” Mom and I need to work faster to turn up our frowns. Even reluctantly!”
10 May 2021 9:30 p.m.
‘Haar haar kar jeetne wale ko he toh baazigar kehte hain’.
Today my dad called me, and these were the first words he said. He went silent (as usual) expecting some tears. But he was shocked because I started speaking. In a normal tone.
The call lasted for some half an hour. It was the longest call we made since he got admitted to the hospital. Anyways he asked me how my studies were going. I told him how much inconvenience it is for me to wake up at 7 for my classes. And he pointed out that it was too late.
Our conversation went like that – me cracking silly jokes and him resuming his daddyish– sarcasm!
As soon as I hung the call, I went in front of a mirror. After 12 whole days I saw my reflection with a lopsided smile. My dad must have smiled too, I betcha! I did not cry this time while talking about his illness. Shocking, to hear I bet ! Well after all those emotional hopeless abrupt notes of course!
Only I knew the reason behind this smile. My nightmare.
Last night I saw us attending a funeral. Me and my mum. My dad’s funeral. The previous day we had called him. It was a relatively short one, I could see. Me and mom just cried for a few minutes. He said he would be fine. And the call ended. And apparently the next day so did his life.
I woke up with my body shivering today, as I came back to reality……
It was the similarity between the call we made in the dream and the previous ones that followed up to our call today.
Each day every day, we would ring him up and just stay dispirited. Out of sheer fear? Who would not? It was a relief he got admitted but still uncertainty remained.
You know, the thing about us people is that we have many fears. Our fears cannot be locked inside some bottle. The biggest fear of the many? The fear of loss..
It is human to feel scared when my family suffers isn’t it? Because I realised how much the fear of losing dad can make me panic stricken.
Our family is quite normal, you know. We do not have special outings every now and then. But even the very bland looking moments, now feel close to my heart.
I am not ready to lose him. Not yet. Cause well he is my dad.
I now understand that he would want us to be optimistic.
Both of us, perhaps should not greet him like a patient at the peril but rather a soldier marching into a battlefield. We have to allow him to go happily in the battle for 17 days and greet him with salutes. Mom and I need to work faster to turn up our frowns. Even reluctantly!
This will be a hard way for us. But sometimes it is the hard way,isn’t it?

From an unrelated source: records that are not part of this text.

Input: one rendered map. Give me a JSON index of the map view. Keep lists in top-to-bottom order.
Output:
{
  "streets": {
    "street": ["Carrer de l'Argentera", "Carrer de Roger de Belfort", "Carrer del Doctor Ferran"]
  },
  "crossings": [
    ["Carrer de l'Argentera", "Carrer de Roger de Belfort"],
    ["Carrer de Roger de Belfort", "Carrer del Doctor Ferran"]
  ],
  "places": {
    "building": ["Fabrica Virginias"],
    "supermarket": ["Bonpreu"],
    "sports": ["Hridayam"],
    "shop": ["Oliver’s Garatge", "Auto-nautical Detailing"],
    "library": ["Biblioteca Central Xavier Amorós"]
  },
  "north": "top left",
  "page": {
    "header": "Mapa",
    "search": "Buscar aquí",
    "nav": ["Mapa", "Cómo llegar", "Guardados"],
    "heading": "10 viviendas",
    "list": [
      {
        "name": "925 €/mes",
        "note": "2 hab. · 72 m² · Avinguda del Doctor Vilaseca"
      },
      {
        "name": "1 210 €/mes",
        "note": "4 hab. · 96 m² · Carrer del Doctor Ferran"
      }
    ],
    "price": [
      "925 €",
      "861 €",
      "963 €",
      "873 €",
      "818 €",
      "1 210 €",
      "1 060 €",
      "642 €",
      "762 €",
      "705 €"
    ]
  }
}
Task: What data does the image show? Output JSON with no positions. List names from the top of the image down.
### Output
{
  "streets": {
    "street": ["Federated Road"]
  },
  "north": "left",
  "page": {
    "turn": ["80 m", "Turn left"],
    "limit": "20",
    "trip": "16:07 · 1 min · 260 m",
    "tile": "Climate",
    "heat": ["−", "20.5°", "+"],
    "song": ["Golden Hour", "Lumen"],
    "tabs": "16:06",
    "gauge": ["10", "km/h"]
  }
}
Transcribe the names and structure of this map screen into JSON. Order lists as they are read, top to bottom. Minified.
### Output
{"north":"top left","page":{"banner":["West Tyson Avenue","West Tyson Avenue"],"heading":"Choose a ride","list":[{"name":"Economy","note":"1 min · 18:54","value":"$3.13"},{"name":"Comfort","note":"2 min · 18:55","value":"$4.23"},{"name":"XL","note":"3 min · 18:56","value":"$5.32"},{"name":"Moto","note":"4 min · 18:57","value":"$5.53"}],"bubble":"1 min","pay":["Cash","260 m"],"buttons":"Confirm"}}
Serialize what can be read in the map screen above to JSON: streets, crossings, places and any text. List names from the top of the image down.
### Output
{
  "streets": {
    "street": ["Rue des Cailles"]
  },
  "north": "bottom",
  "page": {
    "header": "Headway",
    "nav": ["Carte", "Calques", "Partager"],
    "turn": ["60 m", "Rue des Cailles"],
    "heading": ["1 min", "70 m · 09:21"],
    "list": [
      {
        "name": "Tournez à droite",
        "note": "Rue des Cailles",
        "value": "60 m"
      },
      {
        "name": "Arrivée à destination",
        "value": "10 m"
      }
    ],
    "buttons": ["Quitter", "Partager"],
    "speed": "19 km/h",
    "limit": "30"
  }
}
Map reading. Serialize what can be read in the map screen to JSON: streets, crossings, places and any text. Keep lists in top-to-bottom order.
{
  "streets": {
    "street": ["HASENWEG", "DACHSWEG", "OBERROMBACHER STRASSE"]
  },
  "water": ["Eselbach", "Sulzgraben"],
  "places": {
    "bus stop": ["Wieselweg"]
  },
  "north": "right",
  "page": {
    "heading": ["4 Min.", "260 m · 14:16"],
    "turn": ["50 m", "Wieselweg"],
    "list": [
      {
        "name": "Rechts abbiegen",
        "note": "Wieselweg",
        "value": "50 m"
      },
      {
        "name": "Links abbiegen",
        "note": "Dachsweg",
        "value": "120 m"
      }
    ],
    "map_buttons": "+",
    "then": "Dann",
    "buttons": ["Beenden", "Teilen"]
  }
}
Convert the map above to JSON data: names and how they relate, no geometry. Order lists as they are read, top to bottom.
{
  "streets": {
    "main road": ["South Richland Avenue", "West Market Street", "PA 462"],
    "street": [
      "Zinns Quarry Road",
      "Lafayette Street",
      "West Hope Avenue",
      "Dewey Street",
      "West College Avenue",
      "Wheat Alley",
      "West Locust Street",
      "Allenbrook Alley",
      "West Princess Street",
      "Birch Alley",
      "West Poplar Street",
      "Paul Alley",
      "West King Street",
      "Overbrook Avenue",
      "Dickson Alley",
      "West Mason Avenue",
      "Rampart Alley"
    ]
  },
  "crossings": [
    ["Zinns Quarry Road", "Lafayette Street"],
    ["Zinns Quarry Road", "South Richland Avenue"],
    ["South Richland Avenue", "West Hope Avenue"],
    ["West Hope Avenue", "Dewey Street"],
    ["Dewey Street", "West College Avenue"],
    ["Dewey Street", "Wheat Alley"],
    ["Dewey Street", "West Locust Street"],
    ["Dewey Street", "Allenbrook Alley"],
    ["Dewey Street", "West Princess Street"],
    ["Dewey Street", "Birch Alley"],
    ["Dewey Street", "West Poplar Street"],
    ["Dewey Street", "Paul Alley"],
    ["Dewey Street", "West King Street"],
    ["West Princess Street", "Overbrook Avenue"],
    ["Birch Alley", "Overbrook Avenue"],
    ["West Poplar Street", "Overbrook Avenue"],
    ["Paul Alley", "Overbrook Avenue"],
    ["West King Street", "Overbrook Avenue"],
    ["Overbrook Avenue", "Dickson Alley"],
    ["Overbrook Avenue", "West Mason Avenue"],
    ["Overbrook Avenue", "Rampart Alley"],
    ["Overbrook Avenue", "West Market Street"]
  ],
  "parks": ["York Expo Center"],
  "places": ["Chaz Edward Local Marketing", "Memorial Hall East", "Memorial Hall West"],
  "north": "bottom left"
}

Certainly,myriad medicines may provide him the physical resurgence but during such times,I think me, and my mom only have the capability to provide the enthusiasm and emotional will to live; and that can be a major weapon in my dad’s armoury don’t you think?
Dear diary,all the shivers I felt after seeing that nightmare helped me perceive that this time, we must try to replace our tears with smiles because if viruses are contagious then so are smiles.
And that dear diary was why today’s call was different! I betcha he will recover!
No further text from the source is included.